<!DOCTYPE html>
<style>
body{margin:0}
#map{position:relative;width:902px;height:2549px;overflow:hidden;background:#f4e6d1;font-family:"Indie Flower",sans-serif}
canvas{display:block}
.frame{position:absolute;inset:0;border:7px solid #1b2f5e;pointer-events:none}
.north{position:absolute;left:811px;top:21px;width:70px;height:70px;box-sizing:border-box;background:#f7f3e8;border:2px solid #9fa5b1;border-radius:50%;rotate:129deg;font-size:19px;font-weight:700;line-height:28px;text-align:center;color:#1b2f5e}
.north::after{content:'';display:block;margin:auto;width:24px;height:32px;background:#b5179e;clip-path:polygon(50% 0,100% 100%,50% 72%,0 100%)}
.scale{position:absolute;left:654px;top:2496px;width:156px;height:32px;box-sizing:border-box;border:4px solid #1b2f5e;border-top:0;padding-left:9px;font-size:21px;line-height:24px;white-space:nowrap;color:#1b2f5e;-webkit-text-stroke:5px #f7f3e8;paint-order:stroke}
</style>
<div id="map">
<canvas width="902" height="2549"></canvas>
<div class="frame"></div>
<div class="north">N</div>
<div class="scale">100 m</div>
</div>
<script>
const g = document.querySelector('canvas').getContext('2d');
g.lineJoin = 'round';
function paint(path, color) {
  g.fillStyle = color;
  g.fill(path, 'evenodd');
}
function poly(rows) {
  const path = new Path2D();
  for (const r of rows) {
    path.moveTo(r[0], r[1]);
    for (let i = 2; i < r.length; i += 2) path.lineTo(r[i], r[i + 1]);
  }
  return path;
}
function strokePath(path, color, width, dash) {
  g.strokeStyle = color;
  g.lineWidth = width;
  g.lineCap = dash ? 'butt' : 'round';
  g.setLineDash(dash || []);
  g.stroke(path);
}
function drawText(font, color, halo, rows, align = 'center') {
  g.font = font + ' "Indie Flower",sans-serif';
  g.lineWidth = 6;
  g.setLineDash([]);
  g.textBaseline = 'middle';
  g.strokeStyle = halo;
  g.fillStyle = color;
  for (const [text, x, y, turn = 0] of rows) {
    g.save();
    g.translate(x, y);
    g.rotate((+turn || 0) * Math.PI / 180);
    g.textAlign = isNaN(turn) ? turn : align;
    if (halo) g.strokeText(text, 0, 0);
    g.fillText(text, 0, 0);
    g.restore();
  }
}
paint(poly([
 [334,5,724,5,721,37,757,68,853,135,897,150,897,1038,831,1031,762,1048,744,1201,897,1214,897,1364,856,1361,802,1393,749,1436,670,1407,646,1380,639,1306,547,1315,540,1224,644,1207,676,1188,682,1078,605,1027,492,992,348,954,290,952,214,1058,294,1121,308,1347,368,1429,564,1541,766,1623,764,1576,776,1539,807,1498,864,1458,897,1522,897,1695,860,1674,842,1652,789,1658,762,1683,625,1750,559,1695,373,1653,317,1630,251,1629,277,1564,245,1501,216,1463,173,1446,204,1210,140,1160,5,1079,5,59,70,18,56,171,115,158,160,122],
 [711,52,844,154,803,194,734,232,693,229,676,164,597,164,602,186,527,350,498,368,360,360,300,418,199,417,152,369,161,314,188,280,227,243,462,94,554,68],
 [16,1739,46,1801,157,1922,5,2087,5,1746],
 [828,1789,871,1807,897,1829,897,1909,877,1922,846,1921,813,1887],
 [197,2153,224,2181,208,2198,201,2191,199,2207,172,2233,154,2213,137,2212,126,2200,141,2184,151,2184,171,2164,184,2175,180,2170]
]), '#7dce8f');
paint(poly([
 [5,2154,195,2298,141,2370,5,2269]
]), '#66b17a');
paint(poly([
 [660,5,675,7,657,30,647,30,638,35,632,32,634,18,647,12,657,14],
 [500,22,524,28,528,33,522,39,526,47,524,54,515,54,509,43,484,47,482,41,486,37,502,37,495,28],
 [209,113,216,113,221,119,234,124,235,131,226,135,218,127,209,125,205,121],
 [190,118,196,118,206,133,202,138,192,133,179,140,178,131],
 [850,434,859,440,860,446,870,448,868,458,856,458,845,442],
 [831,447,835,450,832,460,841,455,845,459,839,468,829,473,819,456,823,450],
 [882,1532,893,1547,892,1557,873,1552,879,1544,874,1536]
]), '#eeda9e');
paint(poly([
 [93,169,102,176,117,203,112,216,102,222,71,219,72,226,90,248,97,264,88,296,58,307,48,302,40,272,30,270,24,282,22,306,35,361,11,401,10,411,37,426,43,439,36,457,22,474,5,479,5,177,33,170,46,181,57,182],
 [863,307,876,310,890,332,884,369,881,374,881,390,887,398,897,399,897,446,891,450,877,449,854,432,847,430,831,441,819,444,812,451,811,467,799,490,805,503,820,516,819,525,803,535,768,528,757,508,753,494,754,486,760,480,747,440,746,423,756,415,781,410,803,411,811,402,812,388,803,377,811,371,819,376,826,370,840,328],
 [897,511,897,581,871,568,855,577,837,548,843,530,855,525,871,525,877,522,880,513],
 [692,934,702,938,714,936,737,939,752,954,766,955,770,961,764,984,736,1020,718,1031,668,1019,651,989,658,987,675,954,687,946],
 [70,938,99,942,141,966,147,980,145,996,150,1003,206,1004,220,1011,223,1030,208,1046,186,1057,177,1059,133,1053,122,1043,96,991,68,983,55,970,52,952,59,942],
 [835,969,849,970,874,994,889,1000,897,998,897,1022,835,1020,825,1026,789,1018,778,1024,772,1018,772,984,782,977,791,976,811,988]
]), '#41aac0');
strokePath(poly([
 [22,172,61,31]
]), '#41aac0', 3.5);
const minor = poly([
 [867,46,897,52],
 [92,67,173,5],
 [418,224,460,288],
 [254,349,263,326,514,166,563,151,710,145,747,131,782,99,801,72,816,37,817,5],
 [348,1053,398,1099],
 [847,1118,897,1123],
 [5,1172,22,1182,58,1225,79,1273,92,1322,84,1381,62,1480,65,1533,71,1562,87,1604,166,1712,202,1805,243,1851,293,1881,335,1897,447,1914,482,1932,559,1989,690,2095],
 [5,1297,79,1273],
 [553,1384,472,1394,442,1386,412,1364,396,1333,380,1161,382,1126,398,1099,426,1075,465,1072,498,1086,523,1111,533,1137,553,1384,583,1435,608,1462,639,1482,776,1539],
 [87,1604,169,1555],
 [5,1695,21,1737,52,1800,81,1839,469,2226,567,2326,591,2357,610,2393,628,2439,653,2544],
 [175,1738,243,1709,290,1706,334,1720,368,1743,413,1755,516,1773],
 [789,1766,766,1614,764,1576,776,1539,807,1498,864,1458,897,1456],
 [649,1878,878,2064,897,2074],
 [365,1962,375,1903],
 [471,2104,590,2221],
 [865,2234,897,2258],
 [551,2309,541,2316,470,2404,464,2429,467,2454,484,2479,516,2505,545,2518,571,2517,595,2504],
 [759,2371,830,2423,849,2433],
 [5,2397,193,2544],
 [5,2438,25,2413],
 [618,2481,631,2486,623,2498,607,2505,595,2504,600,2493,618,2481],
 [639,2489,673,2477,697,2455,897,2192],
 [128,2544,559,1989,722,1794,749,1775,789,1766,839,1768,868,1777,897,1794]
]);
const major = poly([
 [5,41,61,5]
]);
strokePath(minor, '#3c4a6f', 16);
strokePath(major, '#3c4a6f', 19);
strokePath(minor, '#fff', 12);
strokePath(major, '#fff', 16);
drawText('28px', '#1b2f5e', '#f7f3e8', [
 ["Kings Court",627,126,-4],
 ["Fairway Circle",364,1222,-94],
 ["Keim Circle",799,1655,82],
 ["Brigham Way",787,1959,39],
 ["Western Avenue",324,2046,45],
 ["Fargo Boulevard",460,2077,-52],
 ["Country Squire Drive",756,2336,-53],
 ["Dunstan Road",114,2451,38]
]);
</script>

• What you should do:
Using the data above, show each line where "strokeStyle" occurs.

• Answer area:
  g.strokeStyle = color;
  g.strokeStyle = halo;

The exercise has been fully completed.